**Work request:**
Return each line of the listing in which the word "roads" appears.

**Extracted records:**
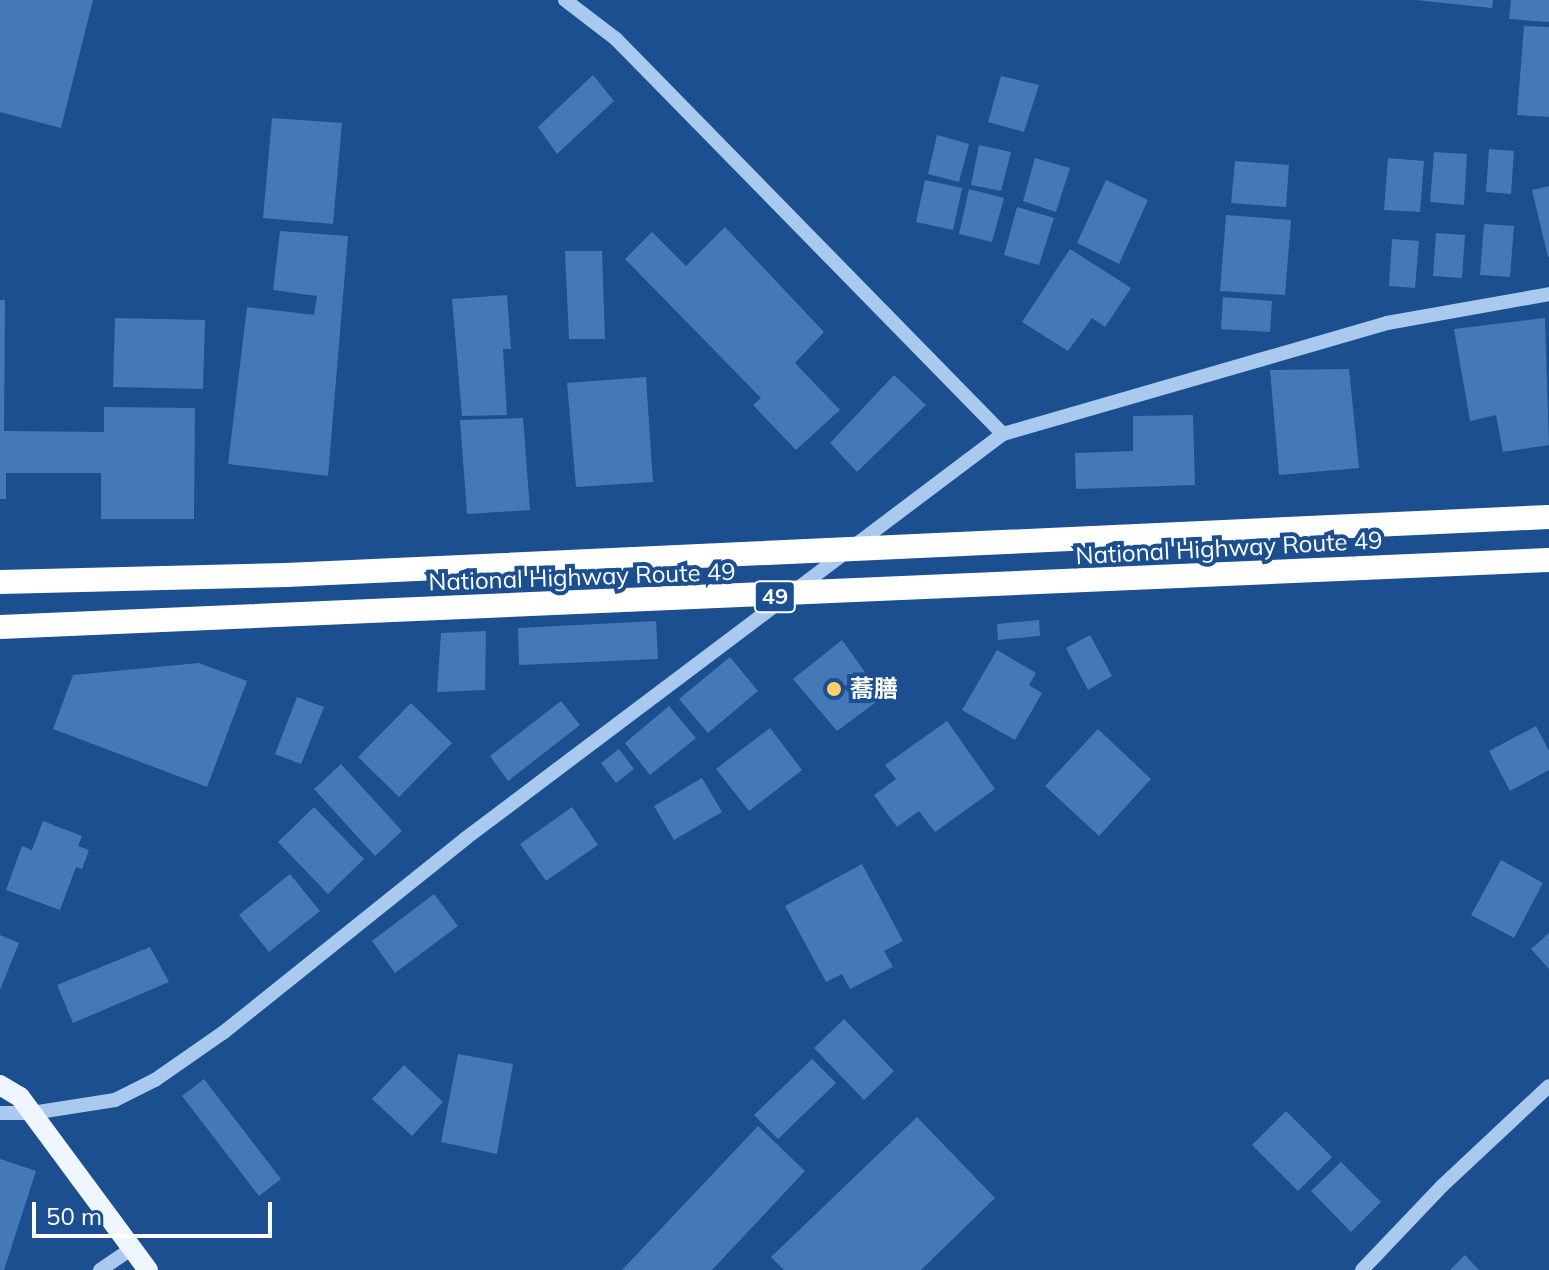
<!DOCTYPE html>
<meta charset="utf-8">
<style>
body{margin:0}
#map{position:relative;width:1549px;height:1270px;overflow:hidden;background:#1b4f8f;font-family:Mulish,"Noto Sans JP",sans-serif}
div>[style]{position:absolute}
[style*='--x']{left:calc(var(--x)*1px);top:calc(var(--y)*1px);width:calc(var(--w)*1px);rotate:calc(var(--a)*1deg)}
.building>*{inset:0;background:#4478b7}
.minor>*{height:14px;margin:-7px;padding:0 7px;transform-origin:7px;border-radius:7px;background:#a9c9ee}
.major>*{height:20px;margin:-10px;padding:0 10px;transform-origin:10px;border-radius:10px;background:#f0f6ff}
.highway>*{height:24px;margin:-12px;padding:0 12px;transform-origin:12px;border-radius:12px;background:#fff}
.dots>*{width:22px;height:22px;translate:-50% -50%;box-sizing:border-box;border:4px solid #1b4f8f;border-radius:50%}
span{translate:-50% -50%;white-space:nowrap;text-align:center;line-height:1.15;-webkit-text-stroke:8px #1b4f8f;paint-order:stroke}
.shield-label span{padding:2px 6px;background:#1b4f8f;border:2px solid;border-radius:6px;-webkit-text-stroke-width:0}
.shield-label{font-size:22px;color:#fff;font-weight:700}
.street-label{font-size:24px;color:#fff}
.poi-label{font-size:24px;color:#fff;font-weight:700}
.left{translate:0 -50%;text-align:left}
.scale{position:absolute;left:32px;top:1202px;width:240px;height:36px;box-sizing:border-box;border:4px solid #fff;border-top:0;padding-left:10px;font-size:24px;line-height:28px;white-space:nowrap;color:#fff;-webkit-text-stroke:6px #1b4f8f;paint-order:stroke}
</style>
<div id="map">
<div class="building">
<div style="clip-path:polygon(0 0,93px 0,61px 128px,0 112px)"></div>
<div style="clip-path:polygon(1415px 0,1493px 0,1492px 8px)"></div>
<div style="clip-path:polygon(1511px 0,1549px 0,1549px 22px,1509px 19px)"></div>
<div style="clip-path:polygon(1524px 26px,1549px 27px,1549px 117px,1517px 115px)"></div>
<div style="clip-path:polygon(593px 75px,614px 101px,557px 154px,538px 127px)"></div>
<div style="clip-path:polygon(1001px 76px,1039px 85px,1024px 132px,988px 122px)"></div>
<div style="clip-path:polygon(272px 118px,342px 123px,333px 224px,263px 218px)"></div>
<div style="clip-path:polygon(937px 135px,969px 144px,959px 182px,928px 174px)"></div>
<div style="clip-path:polygon(979px 145px,1011px 152px,1001px 191px,971px 185px)"></div>
<div style="clip-path:polygon(1489px 149px,1514px 151px,1511px 194px,1486px 192px)"></div>
<div style="clip-path:polygon(1434px 152px,1467px 154px,1464px 205px,1430px 202px)"></div>
<div style="clip-path:polygon(1035px 158px,1070px 168px,1056px 212px,1023px 201px)"></div>
<div style="clip-path:polygon(1388px 158px,1424px 161px,1420px 212px,1384px 210px)"></div>
<div style="clip-path:polygon(1235px 161px,1289px 165px,1286px 207px,1231px 203px)"></div>
<div style="clip-path:polygon(925px 180px,962px 188px,953px 230px,916px 222px)"></div>
<div style="clip-path:polygon(1106px 180px,1148px 200px,1119px 264px,1077px 243px)"></div>
<div style="clip-path:polygon(1549px 186px,1549px 257px,1548px 257px,1532px 190px)"></div>
<div style="clip-path:polygon(969px 189px,1004px 198px,992px 242px,959px 234px)"></div>
<div style="clip-path:polygon(1017px 207px,1054px 218px,1039px 265px,1004px 255px)"></div>
<div style="clip-path:polygon(1226px 215px,1291px 220px,1285px 295px,1220px 291px)"></div>
<div style="clip-path:polygon(1484px 224px,1514px 226px,1510px 277px,1480px 275px)"></div>
<div style="clip-path:polygon(725px 227px,824px 332px,795px 363px,840px 410px,796px 450px,753px 405px,761px 398px,625px 259px,652px 232px,686px 266px)"></div>
<div style="clip-path:polygon(280px 231px,348px 236px,328px 476px,228px 464px,247px 307px,314px 315px,317px 296px,273px 290px)"></div>
<div style="clip-path:polygon(1436px 233px,1465px 235px,1462px 278px,1433px 276px)"></div>
<div style="clip-path:polygon(1392px 239px,1419px 241px,1415px 288px,1389px 286px)"></div>
<div style="clip-path:polygon(1070px 249px,1131px 288px,1105px 327px,1092px 318px,1068px 351px,1022px 322px)"></div>
<div style="clip-path:polygon(565px 251px,602px 251px,605px 339px,569px 339px)"></div>
<div style="clip-path:polygon(507px 295px,511px 349px,503px 349px,507px 415px,462px 416px,452px 299px)"></div>
<div style="clip-path:polygon(1223px 297px,1272px 301px,1270px 332px,1221px 329px)"></div>
<div style="clip-path:polygon(0 300px,5px 300px,4px 431px,104px 432px,104px 407px,195px 408px,194px 519px,101px 519px,101px 473px,6px 473px,6px 499px,0 499px)"></div>
<div style="clip-path:polygon(115px 318px,205px 320px,203px 389px,113px 387px)"></div>
<div style="clip-path:polygon(1545px 318px,1549px 445px,1503px 452px,1496px 415px,1470px 421px,1454px 329px)"></div>
<div style="clip-path:polygon(1349px 369px,1359px 468px,1279px 475px,1270px 370px)"></div>
<div style="clip-path:polygon(894px 375px,926px 405px,857px 472px,830px 443px)"></div>
<div style="clip-path:polygon(646px 377px,653px 482px,576px 487px,567px 383px)"></div>
<div style="clip-path:polygon(1193px 415px,1195px 485px,1076px 489px,1075px 453px,1133px 451px,1133px 416px)"></div>
<div style="clip-path:polygon(523px 418px,530px 510px,467px 514px,460px 420px)"></div>
<div style="clip-path:polygon(1039px 620px,1040px 636px,998px 640px,997px 624px)"></div>
<div style="clip-path:polygon(656px 621px,658px 659px,519px 665px,518px 628px)"></div>
<div style="clip-path:polygon(486px 631px,485px 690px,437px 692px,441px 633px)"></div>
<div style="clip-path:polygon(1090px 635px,1112px 676px,1088px 690px,1066px 648px)"></div>
<div style="clip-path:polygon(842px 640px,883px 697px,837px 731px,793px 679px)"></div>
<div style="clip-path:polygon(997px 650px,1036px 673px,1029px 685px,1042px 693px,1015px 740px,962px 710px)"></div>
<div style="clip-path:polygon(730px 657px,758px 691px,708px 733px,679px 699px)"></div>
<div style="clip-path:polygon(199px 663px,247px 681px,207px 787px,53px 729px,73px 675px)"></div>
<div style="clip-path:polygon(297px 697px,324px 707px,301px 764px,275px 754px)"></div>
<div style="clip-path:polygon(561px 701px,580px 725px,508px 781px,490px 756px)"></div>
<div style="clip-path:polygon(411px 703px,452px 743px,399px 797px,358px 757px)"></div>
<div style="clip-path:polygon(669px 706px,696px 738px,650px 775px,625px 743px)"></div>
<div style="clip-path:polygon(947px 721px,995px 789px,935px 832px,919px 811px,897px 827px,874px 795px,896px 779px,885px 765px)"></div>
<div style="clip-path:polygon(1536px 726px,1549px 751px,1549px 770px,1510px 791px,1489px 751px)"></div>
<div style="clip-path:polygon(770px 728px,802px 770px,749px 811px,716px 769px)"></div>
<div style="clip-path:polygon(1098px 729px,1151px 779px,1099px 836px,1045px 786px)"></div>
<div style="clip-path:polygon(619px 749px,634px 769px,616px 783px,601px 763px)"></div>
<div style="clip-path:polygon(341px 764px,402px 831px,375px 856px,314px 789px)"></div>
<div style="clip-path:polygon(702px 778px,722px 812px,674px 840px,654px 806px)"></div>
<div style="clip-path:polygon(314px 807px,364px 859px,328px 894px,278px 842px)"></div>
<div style="clip-path:polygon(572px 807px,598px 845px,546px 881px,520px 844px)"></div>
<div style="clip-path:polygon(43px 821px,82px 836px,78px 846px,89px 850px,82px 869px,76px 867px,60px 910px,6px 890px,22px 846px,32px 850px)"></div>
<div style="clip-path:polygon(1501px 860px,1543px 883px,1514px 938px,1471px 915px)"></div>
<div style="clip-path:polygon(862px 864px,903px 941px,884px 951px,893px 967px,850px 989px,842px 974px,826px 982px,785px 906px)"></div>
<div style="clip-path:polygon(290px 874px,320px 911px,269px 952px,239px 915px)"></div>
<div style="clip-path:polygon(434px 894px,458px 926px,395px 973px,372px 941px)"></div>
<div style="clip-path:polygon(1549px 933px,1549px 969px,1531px 949px)"></div>
<div style="clip-path:polygon(0 935px,19px 943px,0 990px)"></div>
<div style="clip-path:polygon(150px 947px,169px 982px,73px 1023px,57px 985px)"></div>
<div style="clip-path:polygon(844px 1019px,894px 1071px,864px 1100px,814px 1048px)"></div>
<div style="clip-path:polygon(458px 1054px,513px 1064px,497px 1154px,441px 1142px)"></div>
<div style="clip-path:polygon(812px 1059px,836px 1083px,778px 1139px,754px 1115px)"></div>
<div style="clip-path:polygon(404px 1065px,443px 1102px,412px 1136px,372px 1099px)"></div>
<div style="clip-path:polygon(204px 1079px,281px 1179px,259px 1196px,182px 1096px)"></div>
<div style="clip-path:polygon(1286px 1111px,1332px 1157px,1298px 1191px,1252px 1145px)"></div>
<div style="clip-path:polygon(917px 1117px,995px 1198px,921px 1270px,784px 1270px,771px 1257px)"></div>
<div style="clip-path:polygon(758px 1126px,805px 1171px,712px 1270px,622px 1270px)"></div>
<div style="clip-path:polygon(0 1159px,36px 1171px,4px 1270px,0 1270px)"></div>
<div style="clip-path:polygon(1341px 1162px,1381px 1202px,1351px 1232px,1311px 1191px)"></div>
<div style="clip-path:polygon(1465px 1255px,1479px 1270px,1450px 1270px)"></div>
</div>
<div class="minor">
<div style="--x:565;--y:0;--w:64;--a:37.4"></div>
<div style="--x:616;--y:39;--w:553;--a:45.59"></div>
<div style="--x:0;--y:1113;--w:32;--a:0"></div>
<div style="--x:32;--y:1113;--w:84;--a:-8.9"></div>
<div style="--x:115;--y:1100;--w:45;--a:-26.6"></div>
<div style="--x:155;--y:1080;--w:84;--a:-34.8"></div>
<div style="--x:224;--y:1032;--w:310;--a:-38.7"></div>
<div style="--x:466;--y:838;--w:672;--a:-36.96"></div>
<div style="--x:1003;--y:434;--w:400;--a:-16.1"></div>
<div style="--x:1387;--y:323;--w:165;--a:-10.1"></div>
<div style="--x:100;--y:1270;--w:36;--a:-34"></div>
<div style="--x:1362;--y:1270;--w:116;--a:-46.4"></div>
<div style="--x:1442;--y:1186;--w:146;--a:-43.1"></div>
</div>
<div class="major">
<div style="--x:0;--y:1085;--w:23;--a:31"></div>
<div style="--x:20;--y:1097;--w:215;--a:53.5"></div>
</div>
<div class="highway">
<div style="--x:0;--y:582;--w:286;--a:-1.4"></div>
<div style="--x:286;--y:575;--w:1264;--a:-2.63"></div>
<div style="--x:0;--y:627;--w:1550;--a:-2.48"></div>
</div>
<div class="dots">
<div style="left:834px;top:689px;background:#ffd166"></div>
</div>
<div class="shield-label">
<span style="left:775px;top:597px">49</span>
</div>
<div class="street-label">
<span style="left:1229px;top:548px;rotate:-3deg">National Highway Route 49</span>
<span style="left:582px;top:577px;rotate:-2deg">National Highway Route 49</span>
</div>
<div class="poi-label">
<span class="left" style="left:850px;top:689px">蕎膳</span>
</div>
<div class="scale">50 m</div>
</div>
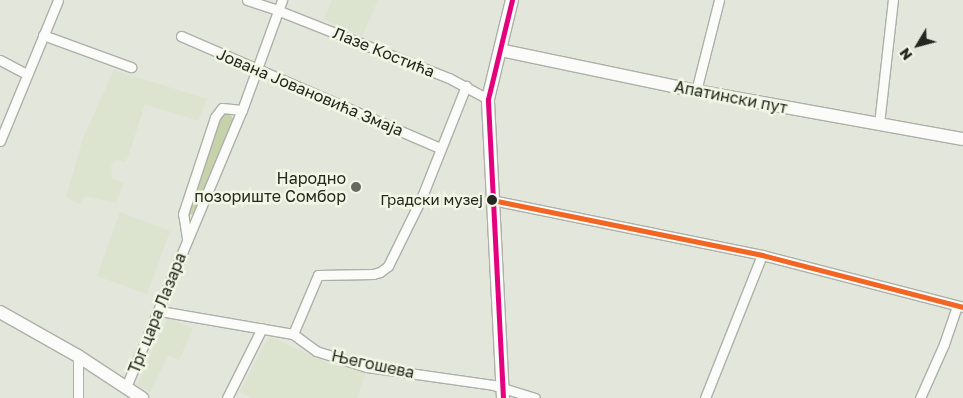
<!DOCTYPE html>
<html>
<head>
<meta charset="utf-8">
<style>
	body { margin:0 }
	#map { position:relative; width:963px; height:398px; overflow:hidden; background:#e2e6db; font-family:"Golos Text",sans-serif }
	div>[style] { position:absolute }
	.built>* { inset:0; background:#dce4d0 }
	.green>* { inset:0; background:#c5d2aa }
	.roads { filter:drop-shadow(1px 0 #adb0a8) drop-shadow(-1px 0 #adb0a8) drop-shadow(0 1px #adb0a8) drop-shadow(0 -1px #adb0a8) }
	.street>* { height:9px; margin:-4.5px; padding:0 4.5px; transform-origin:4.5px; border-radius:4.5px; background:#fbfbfa }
	.secondary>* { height:12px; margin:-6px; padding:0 6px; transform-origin:6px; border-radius:6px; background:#fbfbfa }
	.bus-1>* { height:5px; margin:-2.5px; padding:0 2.5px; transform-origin:2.5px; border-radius:2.5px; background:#f26522 }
	.bus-2>* { height:5px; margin:-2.5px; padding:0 2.5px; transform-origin:2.5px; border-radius:2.5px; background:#e5007d }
	.dots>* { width:14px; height:14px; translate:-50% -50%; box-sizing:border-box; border:2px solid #f0f7e4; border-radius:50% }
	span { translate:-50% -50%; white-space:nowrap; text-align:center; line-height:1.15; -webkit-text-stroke:5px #f0f7e4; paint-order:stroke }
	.bus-label { font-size:15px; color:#242720 }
	.right { translate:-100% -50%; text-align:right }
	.street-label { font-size:16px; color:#242720 }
	.poi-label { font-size:16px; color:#242720 }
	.north { position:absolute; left:893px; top:20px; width:50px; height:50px; -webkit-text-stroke:4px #f0f7e4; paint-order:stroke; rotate:233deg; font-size:14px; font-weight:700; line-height:20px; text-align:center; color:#242720 }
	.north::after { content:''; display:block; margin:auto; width:18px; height:22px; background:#242720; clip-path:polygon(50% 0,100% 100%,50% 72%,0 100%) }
</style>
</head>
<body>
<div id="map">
	<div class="built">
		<i style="clip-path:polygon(332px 0,378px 0,362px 36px,324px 19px)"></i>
		<i style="clip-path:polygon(114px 70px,207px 99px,198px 121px,145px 104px,128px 157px,125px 162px,117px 160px,111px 165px,112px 178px,124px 183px,116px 203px,85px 196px,79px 204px,66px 197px,83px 138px)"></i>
		<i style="clip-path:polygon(120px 212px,170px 231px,147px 294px,97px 276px)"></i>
		<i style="clip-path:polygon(168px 317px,193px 329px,179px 360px,168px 355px,150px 392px,137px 385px)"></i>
		<i style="clip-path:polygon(269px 336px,325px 362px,366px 372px,357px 398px,251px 398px,240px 392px)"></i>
	</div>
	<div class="green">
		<i style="clip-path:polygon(223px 112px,230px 113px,234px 121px,194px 214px,189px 215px,187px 212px,217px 117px)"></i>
	</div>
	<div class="roads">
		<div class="street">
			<i style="left:247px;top:0;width:32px;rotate:18deg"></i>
			<i style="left:277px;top:10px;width:185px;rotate:21.6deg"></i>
			<i style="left:449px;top:78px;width:44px;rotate:28.3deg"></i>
			<i style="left:43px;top:35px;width:94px;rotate:20deg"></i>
			<i style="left:181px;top:36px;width:282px;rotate:23.4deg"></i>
			<i style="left:0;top:60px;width:30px;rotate:28deg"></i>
			<i style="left:696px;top:91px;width:94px;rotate:-75.8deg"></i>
			<i style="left:879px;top:124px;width:125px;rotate:-83.6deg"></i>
			<i style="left:0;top:141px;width:152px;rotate:-67.6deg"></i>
			<i style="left:492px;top:200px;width:276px;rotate:11.5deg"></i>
			<i style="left:762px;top:255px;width:208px;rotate:14.5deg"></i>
			<i style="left:187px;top:238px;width:24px;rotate:-99deg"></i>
			<i style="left:183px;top:214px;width:102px;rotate:-71.7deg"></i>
			<i style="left:215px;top:117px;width:11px;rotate:-52deg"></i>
			<i style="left:222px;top:108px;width:20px;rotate:6deg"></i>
			<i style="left:160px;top:311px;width:135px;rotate:9.8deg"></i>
			<i style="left:293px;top:334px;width:29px;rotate:36deg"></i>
			<i style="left:316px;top:351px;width:53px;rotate:17.4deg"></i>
			<i style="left:367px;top:367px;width:127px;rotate:8.1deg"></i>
			<i style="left:493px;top:385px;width:44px;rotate:17.2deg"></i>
			<i style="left:293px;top:334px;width:64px;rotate:-67deg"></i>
			<i style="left:318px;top:275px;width:55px;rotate:-1deg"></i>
			<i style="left:373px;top:274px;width:7px;rotate:-16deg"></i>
			<i style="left:380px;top:272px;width:10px;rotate:-37deg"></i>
			<i style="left:388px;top:266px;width:75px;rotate:-63.8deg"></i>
			<i style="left:421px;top:199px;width:122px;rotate:-68.3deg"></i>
			<i style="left:126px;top:387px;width:300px;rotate:-67.3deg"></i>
			<i style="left:242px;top:110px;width:117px;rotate:-70deg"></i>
			<i style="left:78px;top:398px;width:42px;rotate:-90deg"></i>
			<i style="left:227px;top:398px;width:78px;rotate:-63.4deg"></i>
			<i style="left:705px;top:398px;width:154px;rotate:-68.3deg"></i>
			<i style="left:920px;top:398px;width:59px;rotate:-66deg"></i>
			<i style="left:944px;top:344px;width:40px;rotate:-71.1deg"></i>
		</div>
		<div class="secondary">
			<i style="left:500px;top:50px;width:200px;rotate:11.8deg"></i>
			<i style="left:696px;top:91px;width:271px;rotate:10.2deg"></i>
			<i style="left:0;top:312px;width:90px;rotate:29.4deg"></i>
			<i style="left:78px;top:356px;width:77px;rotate:33.3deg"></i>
			<i style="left:503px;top:398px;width:299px;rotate:-92.9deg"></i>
			<i style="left:488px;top:99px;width:102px;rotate:-76.4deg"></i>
		</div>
	</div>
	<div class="bus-1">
		<i style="left:492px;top:200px;width:276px;rotate:11.5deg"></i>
		<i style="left:762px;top:255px;width:208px;rotate:14.5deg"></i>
	</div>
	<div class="bus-2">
		<i style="left:503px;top:398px;width:299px;rotate:-92.9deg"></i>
		<i style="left:488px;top:99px;width:102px;rotate:-76.4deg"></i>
	</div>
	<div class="dots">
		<i style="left:356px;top:187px;background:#666a61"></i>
		<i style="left:492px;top:200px;background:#242720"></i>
	</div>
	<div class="bus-label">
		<span class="right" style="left:483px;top:200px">Градски музеј</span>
	</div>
	<div class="street-label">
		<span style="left:384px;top:52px;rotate:22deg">Лазе Костића</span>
		<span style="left:310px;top:92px;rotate:23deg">Јована Јовановића Змаја</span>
		<span style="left:731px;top:97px;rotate:11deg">Апатински пут</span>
		<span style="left:157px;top:313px;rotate:-68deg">Трг цара Лазара</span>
		<span style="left:373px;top:364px;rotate:12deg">Његошева</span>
	</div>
	<div class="poi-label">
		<span class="right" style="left:346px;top:187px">Народно<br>позориште Сомбор</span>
	</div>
	<div class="north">N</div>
</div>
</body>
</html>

**Output below:**
	.roads { filter:drop-shadow(1px 0 #adb0a8) drop-shadow(-1px 0 #adb0a8) drop-shadow(0 1px #adb0a8) drop-shadow(0 -1px #adb0a8) }
	<div class="roads">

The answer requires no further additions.